DATASET EXTRACT.
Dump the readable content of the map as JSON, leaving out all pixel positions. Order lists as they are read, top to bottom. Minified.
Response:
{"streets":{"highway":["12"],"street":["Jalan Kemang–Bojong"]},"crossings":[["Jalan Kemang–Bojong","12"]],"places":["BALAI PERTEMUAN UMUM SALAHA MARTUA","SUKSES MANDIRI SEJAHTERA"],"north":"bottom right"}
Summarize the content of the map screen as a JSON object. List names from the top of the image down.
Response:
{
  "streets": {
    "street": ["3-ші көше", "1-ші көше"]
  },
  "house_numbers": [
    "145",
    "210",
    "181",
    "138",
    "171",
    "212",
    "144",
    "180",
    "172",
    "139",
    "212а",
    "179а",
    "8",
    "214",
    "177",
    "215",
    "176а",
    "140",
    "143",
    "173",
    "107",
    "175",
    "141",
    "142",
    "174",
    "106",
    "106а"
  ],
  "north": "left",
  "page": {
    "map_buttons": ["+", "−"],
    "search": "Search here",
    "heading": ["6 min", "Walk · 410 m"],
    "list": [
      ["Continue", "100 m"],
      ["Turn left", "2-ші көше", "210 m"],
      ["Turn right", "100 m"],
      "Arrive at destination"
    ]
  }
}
* * *
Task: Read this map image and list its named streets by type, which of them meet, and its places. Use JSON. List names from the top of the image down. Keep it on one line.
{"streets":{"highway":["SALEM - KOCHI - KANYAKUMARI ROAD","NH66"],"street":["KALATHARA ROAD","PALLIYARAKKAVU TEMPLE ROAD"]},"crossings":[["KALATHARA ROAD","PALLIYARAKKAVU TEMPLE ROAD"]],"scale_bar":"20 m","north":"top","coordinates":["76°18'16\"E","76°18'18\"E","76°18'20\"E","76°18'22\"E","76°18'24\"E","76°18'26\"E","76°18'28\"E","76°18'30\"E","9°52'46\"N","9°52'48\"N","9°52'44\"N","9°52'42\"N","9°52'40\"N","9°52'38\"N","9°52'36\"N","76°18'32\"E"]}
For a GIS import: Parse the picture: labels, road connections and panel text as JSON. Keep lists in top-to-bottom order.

ABOUT THIS EXERCISE.
Using the data above, return every line that contains the string "lists".

REPLY TO THE EXERCISE.
Dump the readable content of the map as JSON, leaving out all pixel positions. Order lists as they are read, top to bottom. Minified.
For a GIS import: Parse the picture: labels, road connections and panel text as JSON. Keep lists in top-to-bottom order.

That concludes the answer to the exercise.